An input layer is the first layer in the network. It is the starting point for all data, and sets the initial dimensions. Every layer type in Lasagne has a large number of potential inputs to specify their dimensions and behaviour. An explanation of all of the potential parameters for any given layer type can be found the in the __doc__ for that layer. 

In particular, the Input Layer is supposed to be the first layer in the network.

### Conv2DLayer

The Conv2DLayer class is a description of a 2-dimensional Convolutional Layer. Convolutional layers are sparsely-connected (read, not fully connected) layers where each output node only depends on some marginal fraction of the input, instead of every input node. Obviously, as entropy increases the time complexity of any neural network algorithm would blaze on for all eternity if it were fully-connected, so convolutional layers are meant to reduce the total number of dependencies and VASTLY reduce the run-time for algorithms such as this. Large-scale image recognition makes use of convolutional layers for this purpose.

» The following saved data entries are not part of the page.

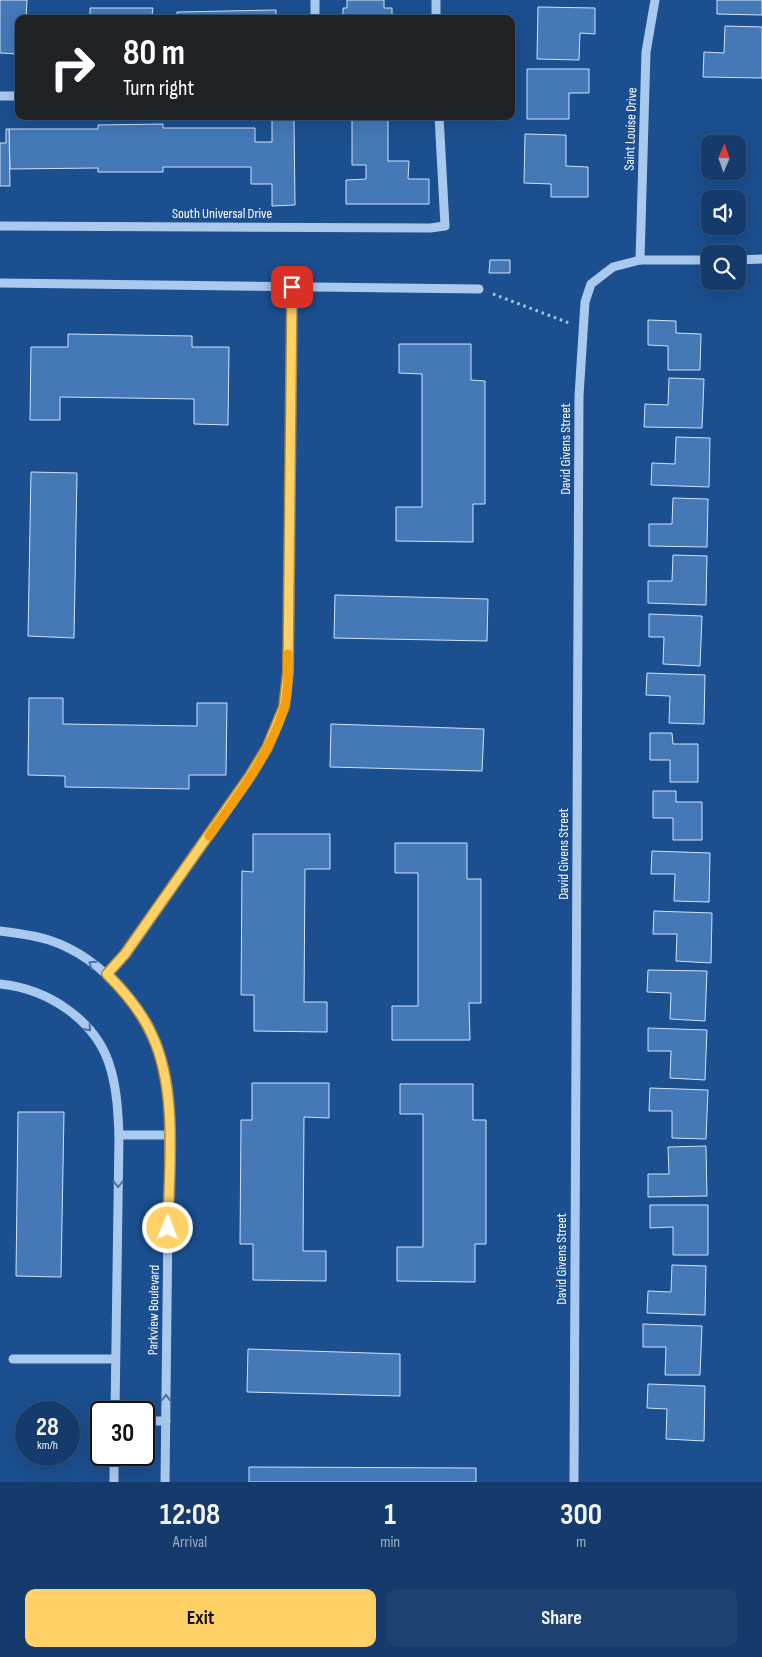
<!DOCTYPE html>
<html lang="en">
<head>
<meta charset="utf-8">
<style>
  body { margin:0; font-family:"Sofia Sans Condensed",sans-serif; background:#1d4271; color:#f1f3f6; height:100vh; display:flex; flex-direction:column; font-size:19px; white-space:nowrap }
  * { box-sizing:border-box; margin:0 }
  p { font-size:16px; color:#9dadc1 }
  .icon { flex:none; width:28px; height:28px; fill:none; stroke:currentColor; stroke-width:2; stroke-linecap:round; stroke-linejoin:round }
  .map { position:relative; height:1482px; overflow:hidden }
  .sheet { display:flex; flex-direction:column; background:#143b6b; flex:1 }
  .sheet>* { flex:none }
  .guide { position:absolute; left:15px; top:15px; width:500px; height:105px; border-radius:10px; box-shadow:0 5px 20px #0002,0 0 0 1px #33557e; background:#202124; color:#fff; overflow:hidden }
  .needle { width:32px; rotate:2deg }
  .tools { position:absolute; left:701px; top:135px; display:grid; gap:10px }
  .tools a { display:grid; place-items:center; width:45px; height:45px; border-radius:10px; background:#143b6b; box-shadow:0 5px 20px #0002,0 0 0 1px #33557e; font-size:25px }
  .speed { position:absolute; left:15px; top:1401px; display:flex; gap:10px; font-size:25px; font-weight:700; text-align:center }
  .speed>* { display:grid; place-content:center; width:65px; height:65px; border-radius:50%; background:#143b6b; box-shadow:0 5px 20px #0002,0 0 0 1px #33557e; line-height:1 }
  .speed small { font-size:12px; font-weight:400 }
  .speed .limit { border:2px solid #111; border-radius:8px; background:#fff; color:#111 }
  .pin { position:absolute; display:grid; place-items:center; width:42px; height:42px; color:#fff; margin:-21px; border-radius:10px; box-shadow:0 2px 8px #0006 }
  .me { position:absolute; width:55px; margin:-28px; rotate:1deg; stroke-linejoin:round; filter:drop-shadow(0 0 4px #0008) }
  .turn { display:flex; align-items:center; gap:18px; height:105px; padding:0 25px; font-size:22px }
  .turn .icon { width:65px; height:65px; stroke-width:2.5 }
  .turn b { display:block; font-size:35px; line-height:42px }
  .eta { display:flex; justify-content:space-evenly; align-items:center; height:85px; text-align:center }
  .eta b { font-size:30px; font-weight:700; line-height:35px }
  .cta { display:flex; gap:10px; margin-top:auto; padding:10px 25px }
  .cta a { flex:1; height:58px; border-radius:10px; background:#ffd166; color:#111; font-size:20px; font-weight:700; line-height:58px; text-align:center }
  .cta a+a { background:#1d4271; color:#f1f3f6 }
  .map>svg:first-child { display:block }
  .building { fill:#4478b7; stroke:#cfe3fa }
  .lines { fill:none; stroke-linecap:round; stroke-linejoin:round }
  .path { stroke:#a9c9ee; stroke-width:3; stroke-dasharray:2.5 4; stroke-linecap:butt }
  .minor { stroke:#a9c9ee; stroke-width:9 }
  .oneway { stroke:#4674ac }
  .route-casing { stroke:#a68842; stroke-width:12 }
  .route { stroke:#ffd166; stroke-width:9 }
  .slow { stroke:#f59e0b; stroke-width:9 }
  .labels { text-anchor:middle; stroke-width:5; stroke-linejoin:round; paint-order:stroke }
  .street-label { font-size:14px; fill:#fff; stroke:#1b4f8f }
</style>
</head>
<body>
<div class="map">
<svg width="762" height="1482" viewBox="0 0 762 1482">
  <rect width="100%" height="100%" fill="#1b4f8f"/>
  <g class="building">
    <polygon points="0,0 27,0 26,19 19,19 19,54 0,53"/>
    <polygon points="347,0 384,0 384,8 392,8 392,19 343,19 343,8 347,8"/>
    <polygon points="717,0 762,0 762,15 717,14"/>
    <polygon points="538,7 595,8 595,34 580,33 579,60 537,59"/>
    <polygon points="90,8 153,8 152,15 177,15 177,12 276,10 276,19 90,19"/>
    <polygon points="725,26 762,27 762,78 703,77 704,52 724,53"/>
    <polygon points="527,69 589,69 589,93 569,93 569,119 527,119"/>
    <polygon points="352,116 388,116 388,161 409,161 408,179 429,179 429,204 346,204 346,180 366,179 366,165 352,165"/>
    <polygon points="272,120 294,120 295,205 272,206 272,184 251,184 251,167 163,167 163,172 98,172 98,168 10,169 9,129 98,129 98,125 163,124 163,128 255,128 255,142 272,142"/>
    <polygon points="6,129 9,129 10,186 0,186 0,143 6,143"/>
    <polygon points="525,134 566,135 566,166 588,167 588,197 551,197 551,184 524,183"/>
    <polygon points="490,260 510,260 510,273 489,273"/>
    <polygon points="648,320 676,321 676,333 701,334 700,370 668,370 668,346 648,345"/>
    <polygon points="68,334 192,336 192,347 229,347 228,425 194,424 194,399 60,397 60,420 30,420 31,347 68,347"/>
    <polygon points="399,344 471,344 471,380 485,381 485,504 473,504 473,542 396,541 396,507 422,507 422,374 399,373"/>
    <polygon points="669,378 704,379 702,428 644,427 645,404 668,405"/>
    <polygon points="676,437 710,438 709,487 651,485 652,463 675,464"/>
    <polygon points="31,472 77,473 74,638 28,636"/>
    <polygon points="673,498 708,499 707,547 649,546 649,524 672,524"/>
    <polygon points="673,555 707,556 706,605 648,603 648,581 672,581"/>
    <polygon points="335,595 488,599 487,641 334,638"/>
    <polygon points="649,614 702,616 700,666 663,664 664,637 649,637"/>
    <polygon points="647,673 705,675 704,724 669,723 670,696 646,695"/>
    <polygon points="29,698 63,698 63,724 197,726 197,703 227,703 226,775 189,775 189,789 65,787 65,776 28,775"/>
    <polygon points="331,724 484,729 482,771 330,767"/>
    <polygon points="650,733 672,733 673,744 698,744 698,782 670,782 670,760 650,760"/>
    <polygon points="653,791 676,791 676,802 702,802 702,840 673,840 673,818 653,818"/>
    <polygon points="253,834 330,834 330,869 305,869 304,1002 327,1002 327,1032 254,1031 254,995 241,995 242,871 253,872"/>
    <polygon points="395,843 467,843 467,879 481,879 481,1003 469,1003 470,1040 392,1040 392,1006 418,1006 418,873 395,873"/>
    <polygon points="652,851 710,853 709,902 674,901 675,874 651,874"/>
    <polygon points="654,911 712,913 711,963 676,961 677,934 653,934"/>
    <polygon points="648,970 707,971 705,1021 670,1019 671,993 647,992"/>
    <polygon points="648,1028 707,1030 705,1080 670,1078 671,1051 648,1051"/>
    <polygon points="252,1083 329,1083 329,1118 304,1117 303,1251 326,1251 326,1281 253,1280 253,1244 240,1244 241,1120 252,1120"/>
    <polygon points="400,1084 473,1084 473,1120 486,1120 486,1244 475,1244 475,1282 397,1281 397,1247 423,1247 423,1114 400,1114"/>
    <polygon points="650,1088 708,1090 706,1139 672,1138 672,1111 649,1111"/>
    <polygon points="18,1112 64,1112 61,1277 16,1276"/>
    <polygon points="706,1146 707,1196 648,1197 648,1174 669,1174 668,1147"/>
    <polygon points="650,1205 708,1205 708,1255 673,1255 673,1227 650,1228"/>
    <polygon points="672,1265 706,1266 705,1315 647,1313 648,1291 671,1292"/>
    <polygon points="643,1324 702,1326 700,1375 665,1375 666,1347 643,1347"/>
    <polygon points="248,1349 400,1354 400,1396 247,1392"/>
    <polygon points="648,1384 705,1386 704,1441 666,1439 667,1409 647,1408"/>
    <polygon points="249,1467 476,1468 476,1482 249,1482"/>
  </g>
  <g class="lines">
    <polyline class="path" points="493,294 569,323"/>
    <g class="minor">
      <polyline points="315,0 315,19"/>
      <polyline points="436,0 436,19"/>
      <polyline points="0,96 19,96"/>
      <polyline points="0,226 430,228 445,226 439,116"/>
      <polyline points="640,260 646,52 655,0"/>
      <polyline points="738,260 762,259"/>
      <polyline points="0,283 479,289"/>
      <path d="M0,931C16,933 33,935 49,940C104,958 152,1015 164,1071C169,1092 169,1114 169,1135L165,1482"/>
      <polyline points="107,974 125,954 250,776 267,748 284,707 288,672 292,287"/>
      <path d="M0,984C49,989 98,1021 111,1070C117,1091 118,1113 119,1135L115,1412"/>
      <polyline points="119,1135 169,1135"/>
      <polyline points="13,1359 115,1359"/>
      <polyline points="144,1421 166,1421"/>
      <polyline points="114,1482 114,1455"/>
      <polyline points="574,1482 579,396 585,302 591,284 613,267 640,260 710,260"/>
    </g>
  </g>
  <defs><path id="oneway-chevron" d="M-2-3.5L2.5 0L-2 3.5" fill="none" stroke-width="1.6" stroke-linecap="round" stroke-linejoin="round" transform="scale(1.25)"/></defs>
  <g class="oneway">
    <use href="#oneway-chevron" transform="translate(92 964) rotate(-145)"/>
    <use href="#oneway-chevron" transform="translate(88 1028) rotate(48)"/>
    <use href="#oneway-chevron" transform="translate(118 1184) rotate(91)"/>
    <use href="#oneway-chevron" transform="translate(166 1398) rotate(-89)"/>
  </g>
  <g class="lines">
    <g class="route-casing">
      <path id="route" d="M168,1228C169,1168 178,1090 152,1035C142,1012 125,992 107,974L125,954L250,776L267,748L284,707L288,672L292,287"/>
    </g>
    <use href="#route" class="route"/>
    <path class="slow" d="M209,836C236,798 271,753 284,708C289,691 288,671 288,654"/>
  </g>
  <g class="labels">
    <g class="street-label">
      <text transform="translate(630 129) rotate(-88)" y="5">Saint Louise Drive</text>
      <text x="222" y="218">South Universal Drive</text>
      <text transform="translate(565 449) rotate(-90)" y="5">David Givens Street</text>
      <text transform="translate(563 854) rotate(-90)" y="5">David Givens Street</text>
      <text transform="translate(561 1259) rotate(-90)" y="5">David Givens Street</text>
      <text transform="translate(153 1310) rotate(-89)" y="5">Parkview Boulevard</text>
    </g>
  </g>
</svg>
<div class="tools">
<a><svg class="needle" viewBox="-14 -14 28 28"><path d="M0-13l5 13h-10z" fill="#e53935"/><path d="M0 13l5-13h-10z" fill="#9dadc1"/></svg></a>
<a><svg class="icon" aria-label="sound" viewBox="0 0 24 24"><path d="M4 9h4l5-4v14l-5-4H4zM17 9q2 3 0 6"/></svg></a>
<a><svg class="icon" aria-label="search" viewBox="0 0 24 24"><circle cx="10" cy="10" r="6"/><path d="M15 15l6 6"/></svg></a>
</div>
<div class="speed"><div>28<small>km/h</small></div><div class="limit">30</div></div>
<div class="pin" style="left:292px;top:287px;background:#d93025"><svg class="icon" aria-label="arrive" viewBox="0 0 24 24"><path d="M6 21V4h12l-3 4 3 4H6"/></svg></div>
<svg class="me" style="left:168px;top:1228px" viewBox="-20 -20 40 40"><circle r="17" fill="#ffd166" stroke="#fff" stroke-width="3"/><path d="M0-11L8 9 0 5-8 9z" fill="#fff"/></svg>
<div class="guide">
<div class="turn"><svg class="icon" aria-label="right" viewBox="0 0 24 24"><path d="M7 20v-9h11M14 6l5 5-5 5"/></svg><div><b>80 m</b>Turn right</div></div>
</div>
</div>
<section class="sheet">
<div class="eta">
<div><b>12:08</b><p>Arrival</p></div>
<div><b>1</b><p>min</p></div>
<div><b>300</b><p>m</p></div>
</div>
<div class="cta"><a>Exit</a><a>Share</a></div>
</section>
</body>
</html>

Convolutional layers are made up of some number of filters. Technically there is one filter for every output node, and that filter has some dimension, ie. the number of inputs it receives from the input layer, and a stride, which means how many nodes it skips. 

### Pool2DLayer

This layer type is meant to describe pooling layers, which are meant to cut down the total number of inputs for the network. Pooling layers are meant to reduce the complexity of the input before the final prediction is made.

### DropoutLayer

This layer type describes a dropout layer, which is a layer that has some probability for a particular input becoming 0. It randomly drops out certain inputs. The reasoning behind this is above my current pay-grade at the moment.

### DenseLayer

A DenseLayer is a layer that is fully-connected to the layer behind it. These can be seen as the direct analog of the Conv2DLayer's above, since whereas convolutional layers are only sparsely connected using filters, dense layers are densely connected, and every output is connected to every input. In the example above, the dense layers are only used toward the end since using them closer to the beginning, when there are far more nodes, would significantly increase the running time of the algorithm.